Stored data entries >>

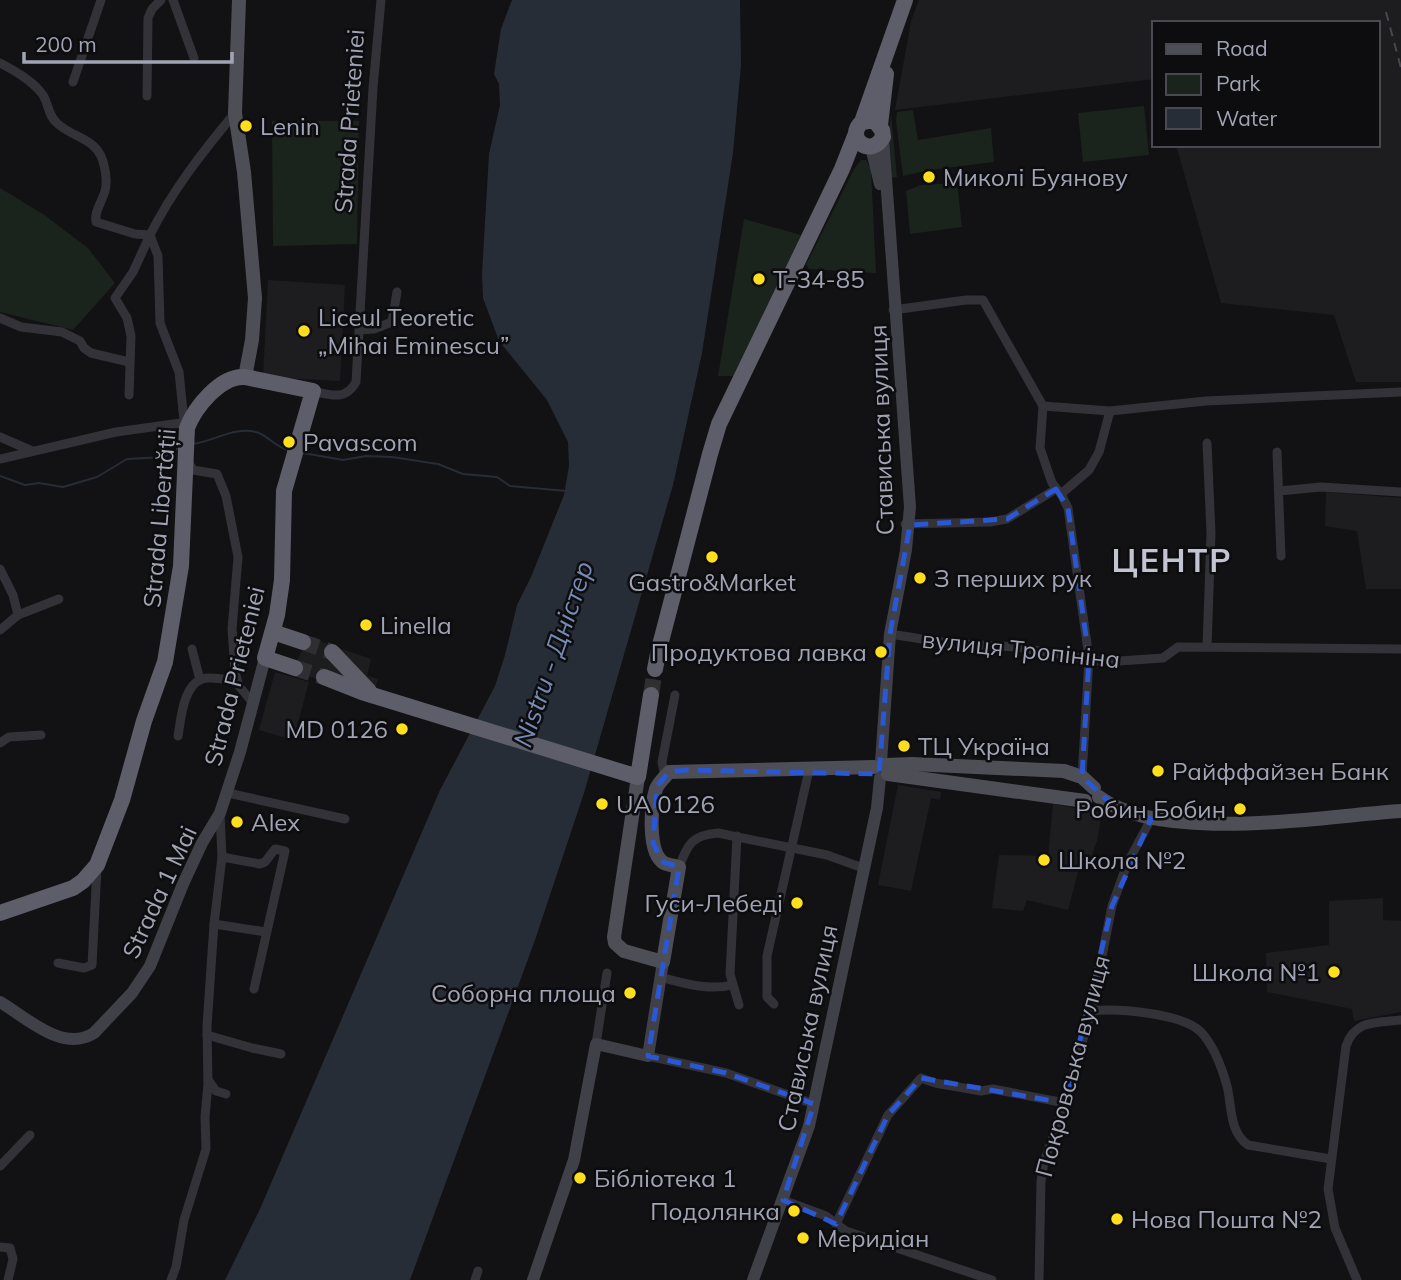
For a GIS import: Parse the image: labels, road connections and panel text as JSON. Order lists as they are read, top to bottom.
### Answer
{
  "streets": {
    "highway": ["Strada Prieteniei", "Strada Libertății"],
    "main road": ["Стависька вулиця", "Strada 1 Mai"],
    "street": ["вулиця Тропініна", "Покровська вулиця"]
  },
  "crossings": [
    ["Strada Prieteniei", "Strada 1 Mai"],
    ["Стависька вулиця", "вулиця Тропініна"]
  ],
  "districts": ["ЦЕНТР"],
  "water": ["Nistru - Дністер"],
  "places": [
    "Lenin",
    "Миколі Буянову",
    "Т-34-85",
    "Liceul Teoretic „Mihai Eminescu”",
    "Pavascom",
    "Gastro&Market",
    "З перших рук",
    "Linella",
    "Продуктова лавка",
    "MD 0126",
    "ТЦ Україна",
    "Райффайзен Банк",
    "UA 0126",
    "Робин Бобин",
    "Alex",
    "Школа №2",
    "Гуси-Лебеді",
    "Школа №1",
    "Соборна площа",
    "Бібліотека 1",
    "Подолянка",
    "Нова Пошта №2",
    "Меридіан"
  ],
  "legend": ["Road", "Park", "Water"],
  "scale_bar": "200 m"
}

Your instructions >> Could every line above be set down exactly, with the pictures omitted?

Output of the task >>
For a GIS import: Parse the image: labels, road connections and panel text as JSON. Order lists as they are read, top to bottom.
### Answer
{
  "streets": {
    "highway": ["Strada Prieteniei", "Strada Libertății"],
    "main road": ["Стависька вулиця", "Strada 1 Mai"],
    "street": ["вулиця Тропініна", "Покровська вулиця"]
  },
  "crossings": [
    ["Strada Prieteniei", "Strada 1 Mai"],
    ["Стависька вулиця", "вулиця Тропініна"]
  ],
  "districts": ["ЦЕНТР"],
  "water": ["Nistru - Дністер"],
  "places": [
    "Lenin",
    "Миколі Буянову",
    "Т-34-85",
    "Liceul Teoretic „Mihai Eminescu”",
    "Pavascom",
    "Gastro&Market",
    "З перших рук",
    "Linella",
    "Продуктова лавка",
    "MD 0126",
    "ТЦ Україна",
    "Райффайзен Банк",
    "UA 0126",
    "Робин Бобин",
    "Alex",
    "Школа №2",
    "Гуси-Лебеді",
    "Школа №1",
    "Соборна площа",
    "Бібліотека 1",
    "Подолянка",
    "Нова Пошта №2",
    "Меридіан"
  ],
  "legend": ["Road", "Park", "Water"],
  "scale_bar": "200 m"
}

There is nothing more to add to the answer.